**Data items:**
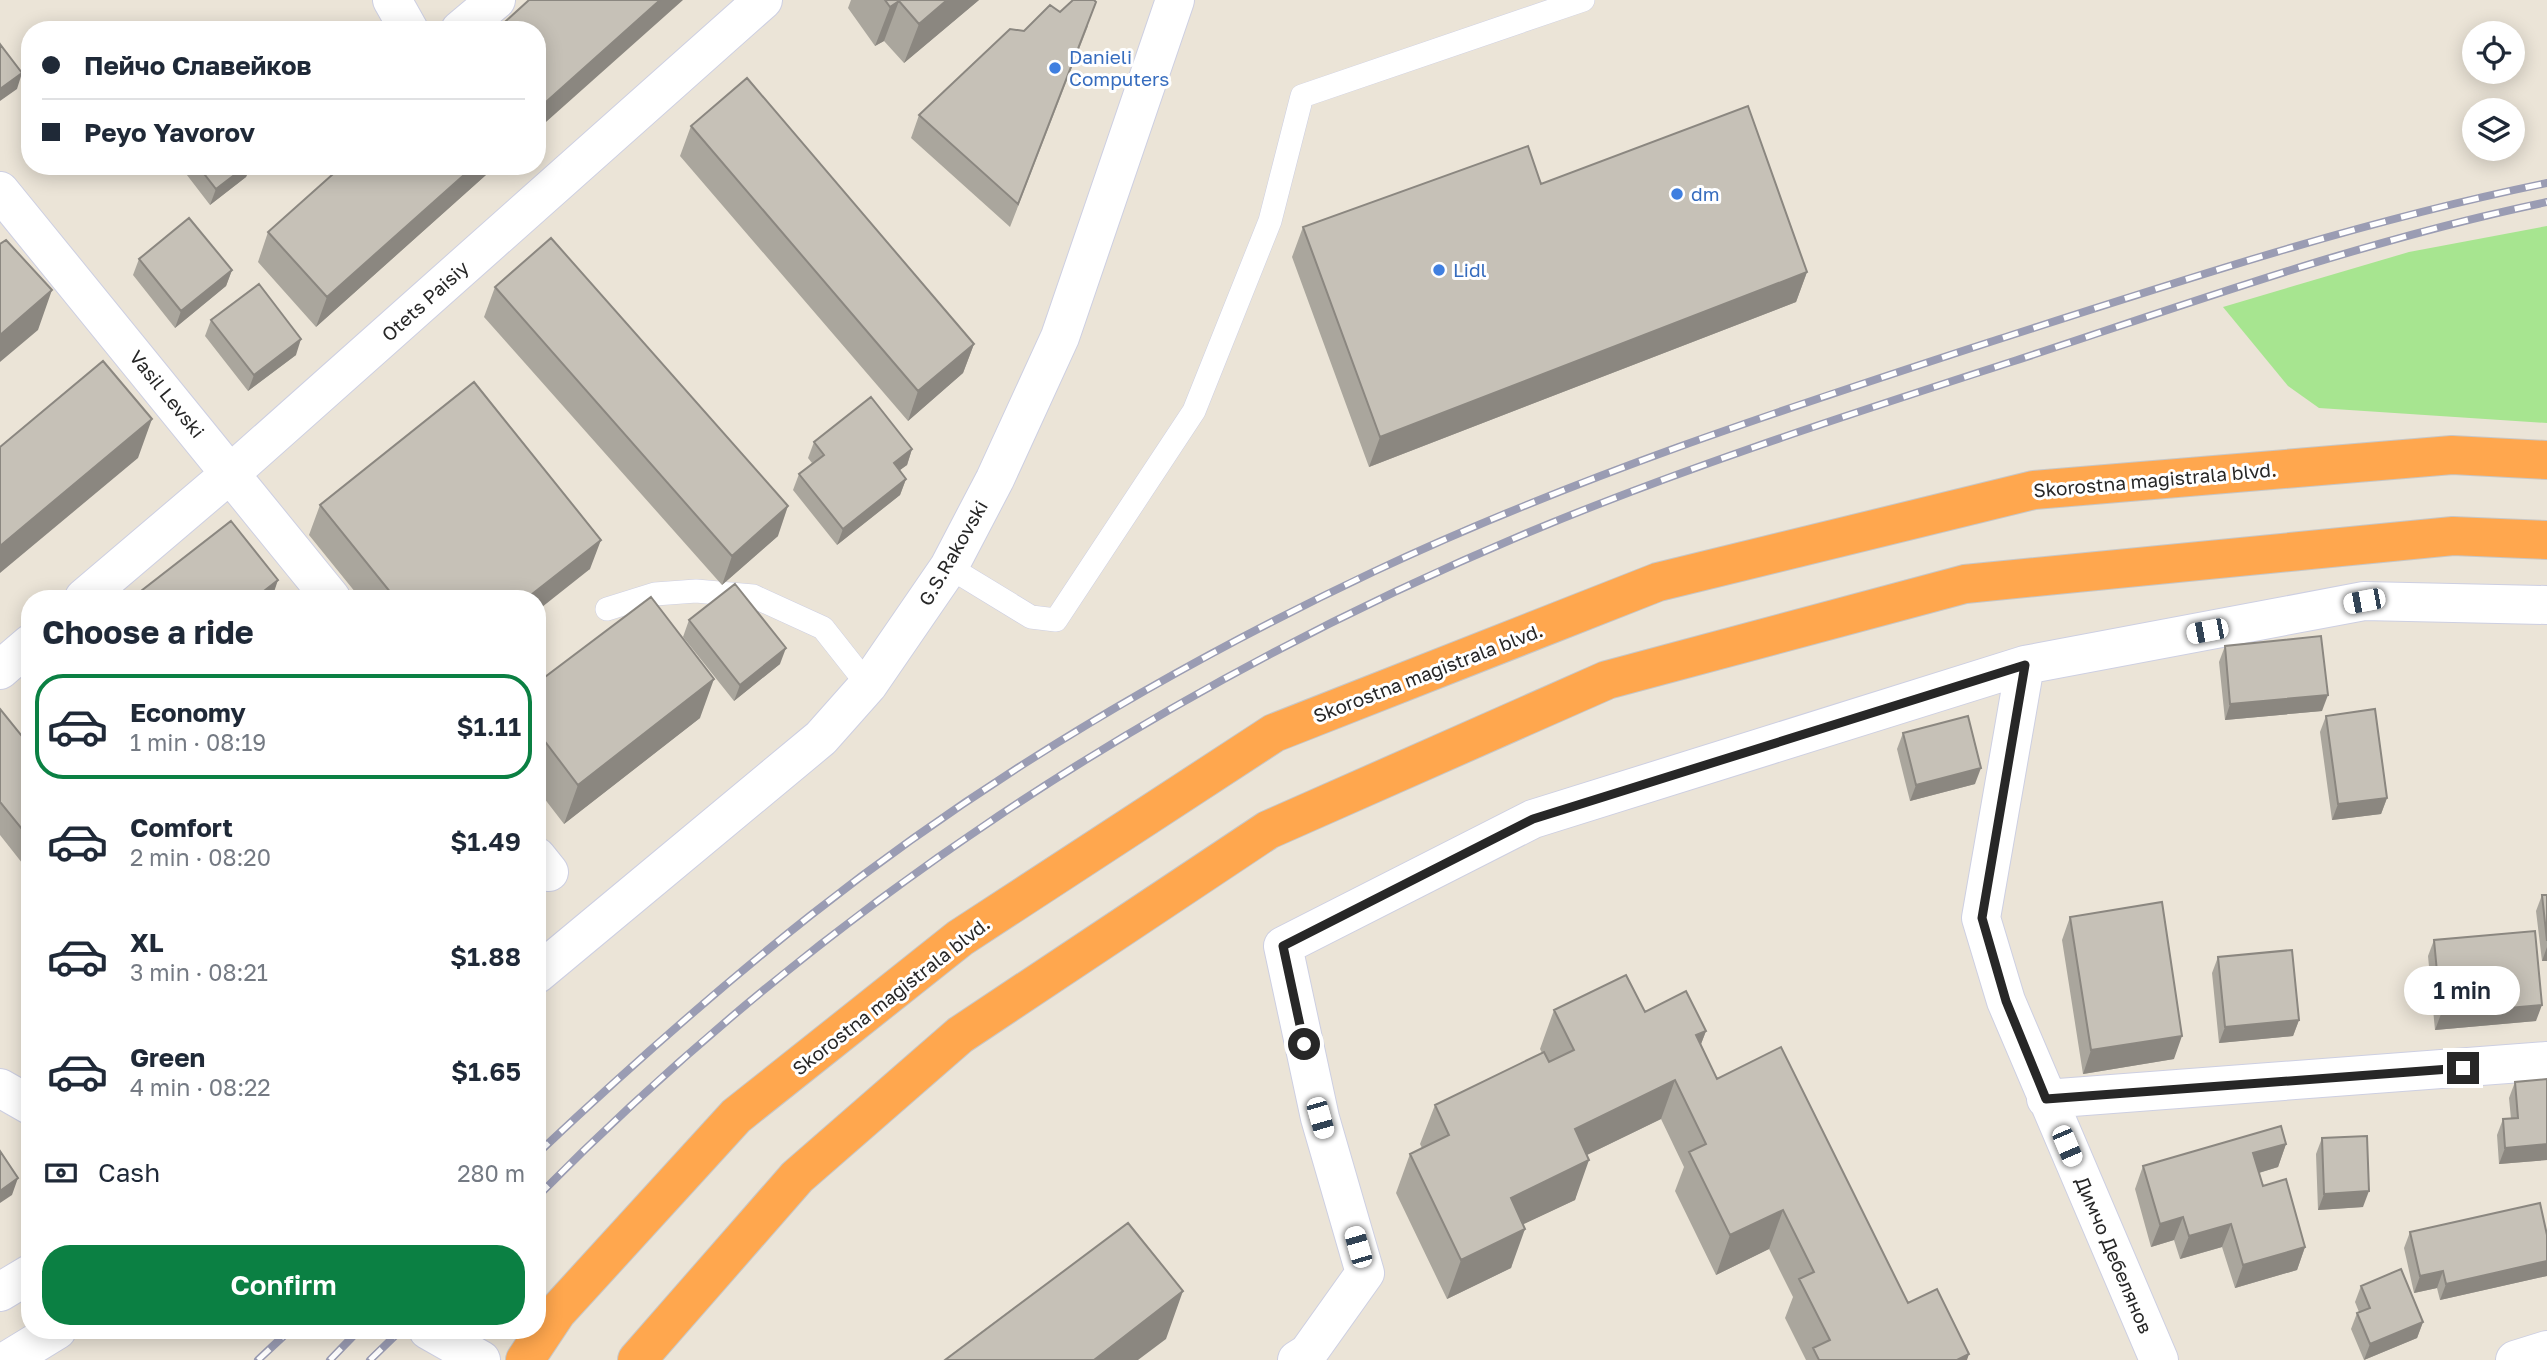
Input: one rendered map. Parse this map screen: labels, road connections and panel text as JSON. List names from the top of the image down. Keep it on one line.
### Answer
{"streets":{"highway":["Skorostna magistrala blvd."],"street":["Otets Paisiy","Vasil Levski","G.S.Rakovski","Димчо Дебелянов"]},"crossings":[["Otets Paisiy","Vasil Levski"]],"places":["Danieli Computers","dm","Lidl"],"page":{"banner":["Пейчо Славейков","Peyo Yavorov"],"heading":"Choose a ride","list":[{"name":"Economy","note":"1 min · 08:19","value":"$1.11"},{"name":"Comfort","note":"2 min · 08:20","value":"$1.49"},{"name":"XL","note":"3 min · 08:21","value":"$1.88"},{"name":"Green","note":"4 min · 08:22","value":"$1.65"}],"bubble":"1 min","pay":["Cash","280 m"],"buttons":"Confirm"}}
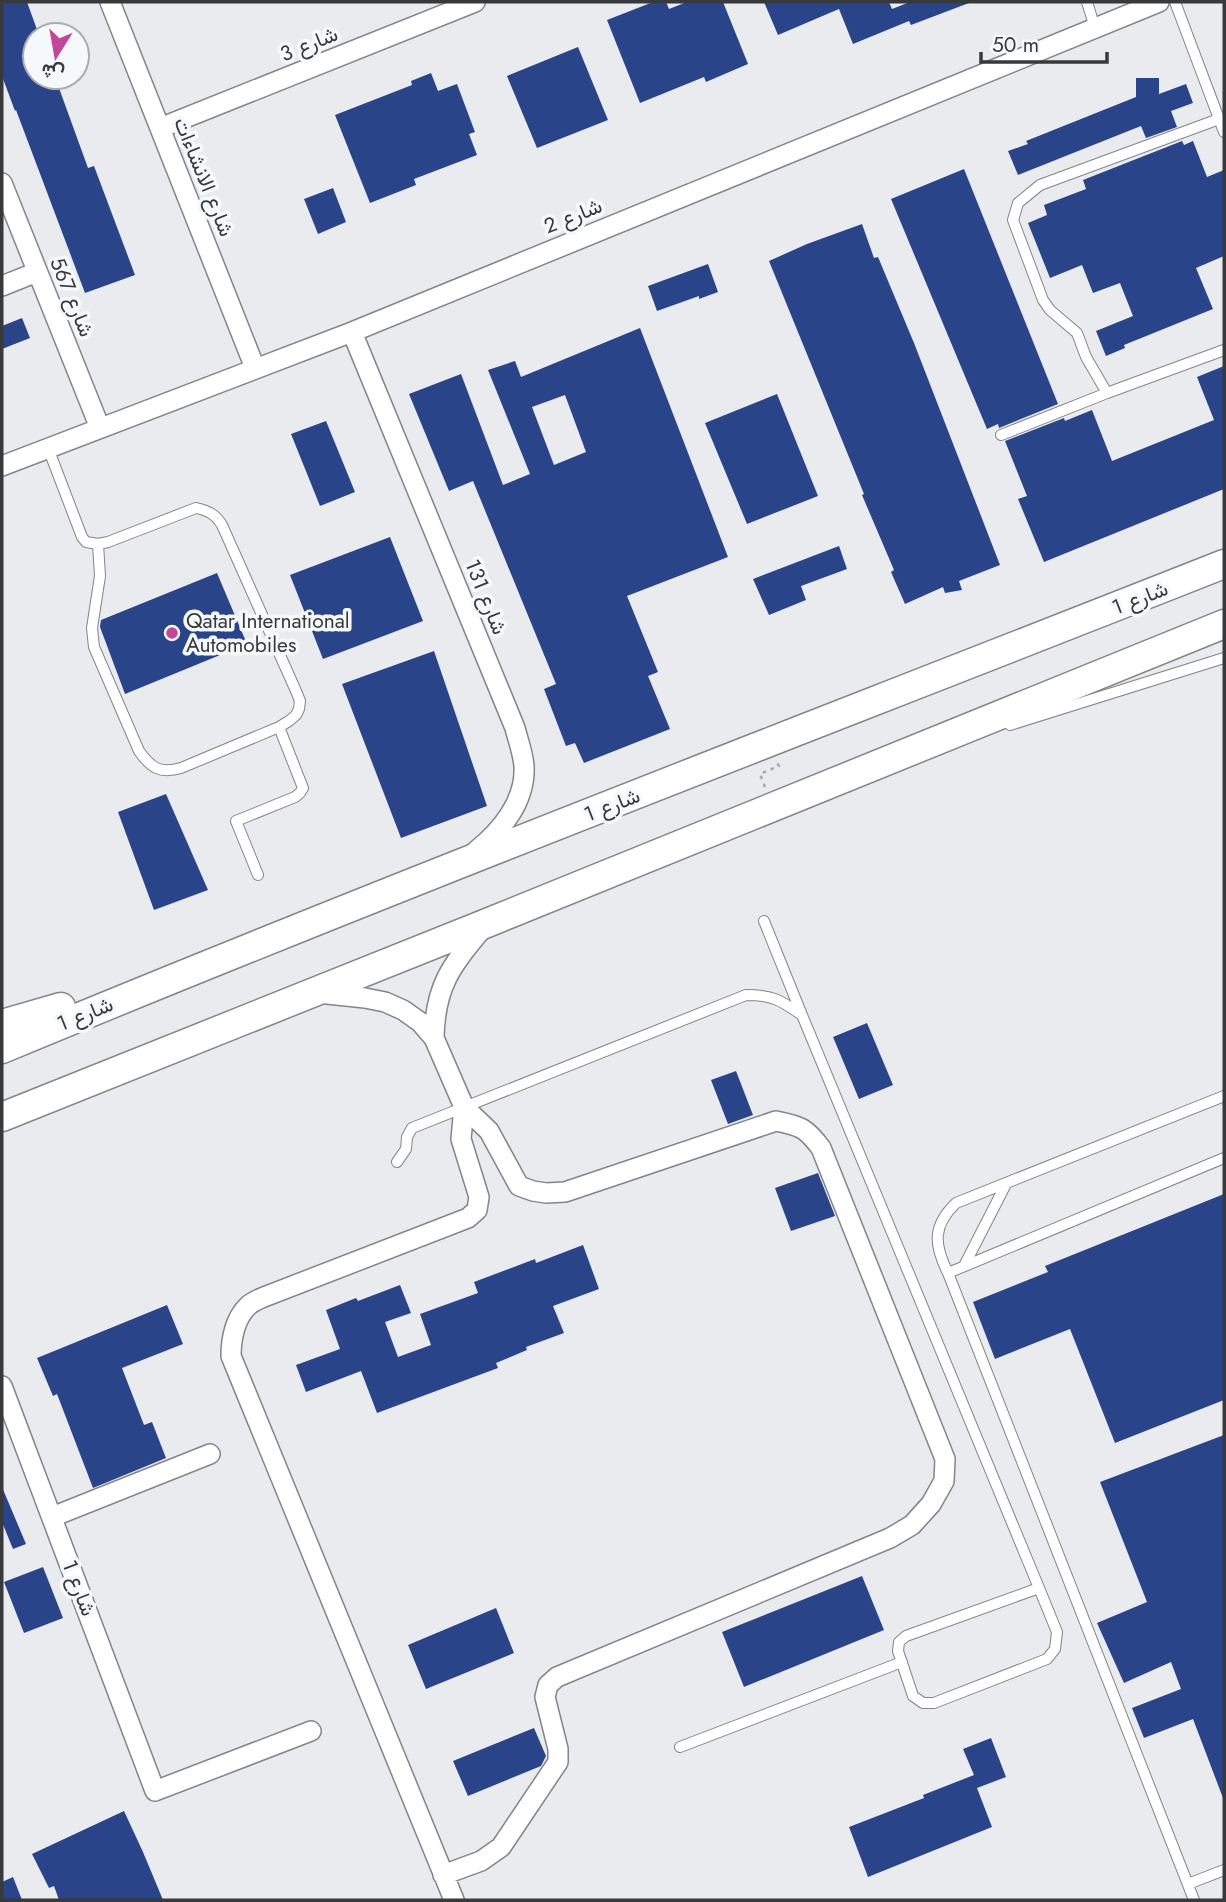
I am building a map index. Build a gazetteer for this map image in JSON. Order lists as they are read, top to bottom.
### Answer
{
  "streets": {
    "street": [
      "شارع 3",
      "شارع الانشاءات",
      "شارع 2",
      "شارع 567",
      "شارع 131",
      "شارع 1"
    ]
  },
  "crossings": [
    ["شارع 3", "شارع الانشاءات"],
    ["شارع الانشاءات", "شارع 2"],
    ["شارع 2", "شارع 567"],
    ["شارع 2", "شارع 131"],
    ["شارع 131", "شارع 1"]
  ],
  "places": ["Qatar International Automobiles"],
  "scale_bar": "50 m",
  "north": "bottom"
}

**THE PROBLEM:** Repeat the records verbatim, excluding pictures.

**THE COMPLETED TASK:**
Input: one rendered map. Parse this map screen: labels, road connections and panel text as JSON. List names from the top of the image down. Keep it on one line.
### Answer
{"streets":{"highway":["Skorostna magistrala blvd."],"street":["Otets Paisiy","Vasil Levski","G.S.Rakovski","Димчо Дебелянов"]},"crossings":[["Otets Paisiy","Vasil Levski"]],"places":["Danieli Computers","dm","Lidl"],"page":{"banner":["Пейчо Славейков","Peyo Yavorov"],"heading":"Choose a ride","list":[{"name":"Economy","note":"1 min · 08:19","value":"$1.11"},{"name":"Comfort","note":"2 min · 08:20","value":"$1.49"},{"name":"XL","note":"3 min · 08:21","value":"$1.88"},{"name":"Green","note":"4 min · 08:22","value":"$1.65"}],"bubble":"1 min","pay":["Cash","280 m"],"buttons":"Confirm"}}
I am building a map index. Build a gazetteer for this map image in JSON. Order lists as they are read, top to bottom.
### Answer
{
  "streets": {
    "street": [
      "شارع 3",
      "شارع الانشاءات",
      "شارع 2",
      "شارع 567",
      "شارع 131",
      "شارع 1"
    ]
  },
  "crossings": [
    ["شارع 3", "شارع الانشاءات"],
    ["شارع الانشاءات", "شارع 2"],
    ["شارع 2", "شارع 567"],
    ["شارع 2", "شارع 131"],
    ["شارع 131", "شارع 1"]
  ],
  "places": ["Qatar International Automobiles"],
  "scale_bar": "50 m",
  "north": "bottom"
}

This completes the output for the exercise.